# YOUR TASK:
Your job is to copy all the entries precisely as they stand.

..............................

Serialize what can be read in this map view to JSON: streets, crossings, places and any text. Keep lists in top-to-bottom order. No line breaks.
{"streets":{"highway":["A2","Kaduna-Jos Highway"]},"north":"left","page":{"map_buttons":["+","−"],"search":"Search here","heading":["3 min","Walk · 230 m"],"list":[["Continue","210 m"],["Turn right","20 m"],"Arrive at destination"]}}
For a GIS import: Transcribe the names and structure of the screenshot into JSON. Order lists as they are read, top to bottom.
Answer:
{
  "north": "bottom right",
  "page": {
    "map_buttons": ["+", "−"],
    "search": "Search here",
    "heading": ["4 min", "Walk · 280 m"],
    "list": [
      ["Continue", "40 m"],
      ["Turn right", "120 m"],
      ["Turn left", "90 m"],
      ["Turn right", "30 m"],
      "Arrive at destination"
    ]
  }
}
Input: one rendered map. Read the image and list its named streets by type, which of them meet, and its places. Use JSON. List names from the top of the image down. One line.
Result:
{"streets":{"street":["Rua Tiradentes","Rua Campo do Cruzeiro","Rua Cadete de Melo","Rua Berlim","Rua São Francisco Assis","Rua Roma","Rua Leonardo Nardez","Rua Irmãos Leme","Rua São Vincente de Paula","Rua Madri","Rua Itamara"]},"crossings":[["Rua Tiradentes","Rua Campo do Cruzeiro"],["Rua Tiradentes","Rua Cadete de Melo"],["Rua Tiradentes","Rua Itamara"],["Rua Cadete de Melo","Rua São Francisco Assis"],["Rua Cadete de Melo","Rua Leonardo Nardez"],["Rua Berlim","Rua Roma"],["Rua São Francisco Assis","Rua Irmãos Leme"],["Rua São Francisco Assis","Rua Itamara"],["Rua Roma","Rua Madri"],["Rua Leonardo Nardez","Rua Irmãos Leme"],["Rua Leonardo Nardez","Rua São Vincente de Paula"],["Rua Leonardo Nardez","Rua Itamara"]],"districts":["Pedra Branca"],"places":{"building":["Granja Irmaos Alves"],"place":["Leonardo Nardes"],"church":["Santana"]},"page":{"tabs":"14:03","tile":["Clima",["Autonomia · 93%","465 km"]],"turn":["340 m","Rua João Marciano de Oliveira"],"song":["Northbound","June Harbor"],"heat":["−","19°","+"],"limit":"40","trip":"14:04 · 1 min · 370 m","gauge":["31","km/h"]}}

..............................

# ANSWER BOX:
Serialize what can be read in this map view to JSON: streets, crossings, places and any text. Keep lists in top-to-bottom order. No line breaks.
{"streets":{"highway":["A2","Kaduna-Jos Highway"]},"north":"left","page":{"map_buttons":["+","−"],"search":"Search here","heading":["3 min","Walk · 230 m"],"list":[["Continue","210 m"],["Turn right","20 m"],"Arrive at destination"]}}
For a GIS import: Transcribe the names and structure of the screenshot into JSON. Order lists as they are read, top to bottom.
Answer:
{
  "north": "bottom right",
  "page": {
    "map_buttons": ["+", "−"],
    "search": "Search here",
    "heading": ["4 min", "Walk · 280 m"],
    "list": [
      ["Continue", "40 m"],
      ["Turn right", "120 m"],
      ["Turn left", "90 m"],
      ["Turn right", "30 m"],
      "Arrive at destination"
    ]
  }
}
Input: one rendered map. Read the image and list its named streets by type, which of them meet, and its places. Use JSON. List names from the top of the image down. One line.
Result:
{"streets":{"street":["Rua Tiradentes","Rua Campo do Cruzeiro","Rua Cadete de Melo","Rua Berlim","Rua São Francisco Assis","Rua Roma","Rua Leonardo Nardez","Rua Irmãos Leme","Rua São Vincente de Paula","Rua Madri","Rua Itamara"]},"crossings":[["Rua Tiradentes","Rua Campo do Cruzeiro"],["Rua Tiradentes","Rua Cadete de Melo"],["Rua Tiradentes","Rua Itamara"],["Rua Cadete de Melo","Rua São Francisco Assis"],["Rua Cadete de Melo","Rua Leonardo Nardez"],["Rua Berlim","Rua Roma"],["Rua São Francisco Assis","Rua Irmãos Leme"],["Rua São Francisco Assis","Rua Itamara"],["Rua Roma","Rua Madri"],["Rua Leonardo Nardez","Rua Irmãos Leme"],["Rua Leonardo Nardez","Rua São Vincente de Paula"],["Rua Leonardo Nardez","Rua Itamara"]],"districts":["Pedra Branca"],"places":{"building":["Granja Irmaos Alves"],"place":["Leonardo Nardes"],"church":["Santana"]},"page":{"tabs":"14:03","tile":["Clima",["Autonomia · 93%","465 km"]],"turn":["340 m","Rua João Marciano de Oliveira"],"song":["Northbound","June Harbor"],"heat":["−","19°","+"],"limit":"40","trip":"14:04 · 1 min · 370 m","gauge":["31","km/h"]}}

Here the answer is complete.